Chapter 14: No Unity without Discord

"So long as an opinion is strongly rooted in the feelings, I gains rather than loses in stability by having a preponderating weight of arguments against it."
-
-John Stuart Mill-

\|/\|/\|/

Harry woke to find the cracked plaster ceiling of the Hospital Wing above him.

"Harry?" a voice asked.

"Hey, Harry's awake!"

Hermione, Ron, Ernie, and Justin quickly gathered around him.

"You won!" Ron announced.

"We did?" Harry asked.

"You caught the snitch," Ron said.

"But…" Harry frowned. "Didn't Madam Hooch blow the whistle? I thought she had called time out or something because of my broom malfunctioning."

Ron shook his head. "Nope, the game clock was still running. Forty-two minutes, thirteen seconds, not bad for a rookie Seeker."

"That's not fair," Harry said.

"What? The time?" Ron asked. "Perfectly fair.
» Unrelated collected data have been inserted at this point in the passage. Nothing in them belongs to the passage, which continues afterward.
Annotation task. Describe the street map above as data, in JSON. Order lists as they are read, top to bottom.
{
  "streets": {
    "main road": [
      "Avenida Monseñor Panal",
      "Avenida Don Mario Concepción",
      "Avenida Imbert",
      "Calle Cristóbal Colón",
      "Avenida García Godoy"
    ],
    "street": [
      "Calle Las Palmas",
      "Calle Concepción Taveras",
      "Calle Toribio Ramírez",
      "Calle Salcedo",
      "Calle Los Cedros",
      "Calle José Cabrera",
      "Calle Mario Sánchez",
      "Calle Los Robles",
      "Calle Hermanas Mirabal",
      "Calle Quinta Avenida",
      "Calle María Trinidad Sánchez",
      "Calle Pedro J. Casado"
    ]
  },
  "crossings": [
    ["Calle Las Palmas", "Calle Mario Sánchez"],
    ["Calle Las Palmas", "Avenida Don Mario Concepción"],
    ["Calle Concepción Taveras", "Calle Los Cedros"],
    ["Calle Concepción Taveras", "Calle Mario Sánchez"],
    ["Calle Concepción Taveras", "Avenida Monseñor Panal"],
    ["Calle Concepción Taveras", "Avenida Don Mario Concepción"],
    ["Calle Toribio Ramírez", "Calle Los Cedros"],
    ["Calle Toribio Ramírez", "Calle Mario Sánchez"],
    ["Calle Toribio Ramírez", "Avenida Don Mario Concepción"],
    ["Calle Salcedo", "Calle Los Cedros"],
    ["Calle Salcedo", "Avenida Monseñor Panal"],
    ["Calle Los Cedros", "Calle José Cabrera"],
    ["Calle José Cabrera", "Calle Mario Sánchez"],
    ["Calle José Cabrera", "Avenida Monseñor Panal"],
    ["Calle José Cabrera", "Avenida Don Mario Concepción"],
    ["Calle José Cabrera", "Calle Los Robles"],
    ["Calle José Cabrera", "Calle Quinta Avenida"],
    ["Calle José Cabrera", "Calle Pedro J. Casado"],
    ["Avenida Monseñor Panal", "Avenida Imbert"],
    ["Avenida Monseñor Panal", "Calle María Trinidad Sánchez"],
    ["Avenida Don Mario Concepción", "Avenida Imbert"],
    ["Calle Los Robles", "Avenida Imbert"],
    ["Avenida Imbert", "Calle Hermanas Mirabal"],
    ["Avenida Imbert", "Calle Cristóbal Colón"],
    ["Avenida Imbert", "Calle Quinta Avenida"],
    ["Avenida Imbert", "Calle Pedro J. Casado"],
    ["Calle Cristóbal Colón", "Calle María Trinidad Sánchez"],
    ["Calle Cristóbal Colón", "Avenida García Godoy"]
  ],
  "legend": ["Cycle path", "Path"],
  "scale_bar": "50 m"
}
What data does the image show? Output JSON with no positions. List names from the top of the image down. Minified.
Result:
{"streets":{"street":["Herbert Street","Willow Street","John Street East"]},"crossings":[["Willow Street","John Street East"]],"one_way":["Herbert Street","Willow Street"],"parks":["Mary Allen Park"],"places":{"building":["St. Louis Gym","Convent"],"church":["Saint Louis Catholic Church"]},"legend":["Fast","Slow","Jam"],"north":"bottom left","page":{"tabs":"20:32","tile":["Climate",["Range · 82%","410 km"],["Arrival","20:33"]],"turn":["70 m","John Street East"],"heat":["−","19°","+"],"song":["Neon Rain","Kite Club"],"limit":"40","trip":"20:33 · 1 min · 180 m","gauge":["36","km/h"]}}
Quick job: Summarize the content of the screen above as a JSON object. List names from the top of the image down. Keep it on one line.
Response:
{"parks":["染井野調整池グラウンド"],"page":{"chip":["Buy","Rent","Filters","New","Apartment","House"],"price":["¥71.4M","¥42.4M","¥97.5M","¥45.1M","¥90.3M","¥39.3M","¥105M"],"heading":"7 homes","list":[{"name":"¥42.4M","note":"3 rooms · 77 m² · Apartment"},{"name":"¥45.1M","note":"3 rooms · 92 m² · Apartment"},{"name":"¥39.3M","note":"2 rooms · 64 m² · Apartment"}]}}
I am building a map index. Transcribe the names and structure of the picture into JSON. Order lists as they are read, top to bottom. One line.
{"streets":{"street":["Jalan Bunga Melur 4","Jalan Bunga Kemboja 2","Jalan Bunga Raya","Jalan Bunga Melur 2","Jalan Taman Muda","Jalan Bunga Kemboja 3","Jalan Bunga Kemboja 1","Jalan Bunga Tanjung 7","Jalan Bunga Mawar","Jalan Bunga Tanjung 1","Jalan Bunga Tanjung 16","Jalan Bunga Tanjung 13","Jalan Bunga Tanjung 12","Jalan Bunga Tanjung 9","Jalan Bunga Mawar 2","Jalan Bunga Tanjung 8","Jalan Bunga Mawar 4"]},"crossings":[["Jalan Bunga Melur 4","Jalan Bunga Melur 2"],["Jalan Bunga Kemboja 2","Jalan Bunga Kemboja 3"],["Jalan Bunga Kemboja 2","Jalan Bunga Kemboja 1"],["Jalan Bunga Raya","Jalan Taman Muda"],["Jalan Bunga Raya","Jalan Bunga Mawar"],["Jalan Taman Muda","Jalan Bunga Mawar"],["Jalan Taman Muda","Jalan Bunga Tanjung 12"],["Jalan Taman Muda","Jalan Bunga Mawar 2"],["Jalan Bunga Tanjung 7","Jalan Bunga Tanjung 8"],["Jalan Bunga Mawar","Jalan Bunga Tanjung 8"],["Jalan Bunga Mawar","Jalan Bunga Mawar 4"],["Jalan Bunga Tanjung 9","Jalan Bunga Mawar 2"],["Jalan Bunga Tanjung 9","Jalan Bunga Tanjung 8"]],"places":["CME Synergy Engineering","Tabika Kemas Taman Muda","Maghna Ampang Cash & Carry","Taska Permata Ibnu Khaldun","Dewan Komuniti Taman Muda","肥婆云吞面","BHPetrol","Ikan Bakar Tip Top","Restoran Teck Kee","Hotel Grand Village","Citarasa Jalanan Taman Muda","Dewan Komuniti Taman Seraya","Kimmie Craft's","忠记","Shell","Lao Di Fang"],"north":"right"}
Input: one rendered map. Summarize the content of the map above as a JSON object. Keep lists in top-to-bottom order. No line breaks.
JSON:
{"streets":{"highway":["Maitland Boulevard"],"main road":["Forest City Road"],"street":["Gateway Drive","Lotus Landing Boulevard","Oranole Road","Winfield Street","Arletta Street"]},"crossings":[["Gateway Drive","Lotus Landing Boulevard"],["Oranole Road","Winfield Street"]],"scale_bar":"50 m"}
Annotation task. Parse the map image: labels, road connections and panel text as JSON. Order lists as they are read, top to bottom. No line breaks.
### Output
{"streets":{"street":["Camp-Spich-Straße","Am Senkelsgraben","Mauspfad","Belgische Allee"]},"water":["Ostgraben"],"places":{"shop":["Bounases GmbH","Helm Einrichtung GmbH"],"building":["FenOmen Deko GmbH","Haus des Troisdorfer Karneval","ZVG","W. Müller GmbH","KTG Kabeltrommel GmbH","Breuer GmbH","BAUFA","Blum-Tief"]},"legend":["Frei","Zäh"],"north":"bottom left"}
Kahn Cussion managed to catch the snitch thirty-five minutes into his first game, but you've only been flying for two months and he'd been on a broomstick for years before he became a fly-on Seeker for the Arrows."

"No, I mean about the game still going," Harry said, pushing himself up until he was sitting up.

"And where do you think you are going?" a stern voice asked as Madam Pomfrey swept between Ernie and Justin.

"I need to talk to Madam Hooch," Harry said. "Our victory wasn't fair. I need—"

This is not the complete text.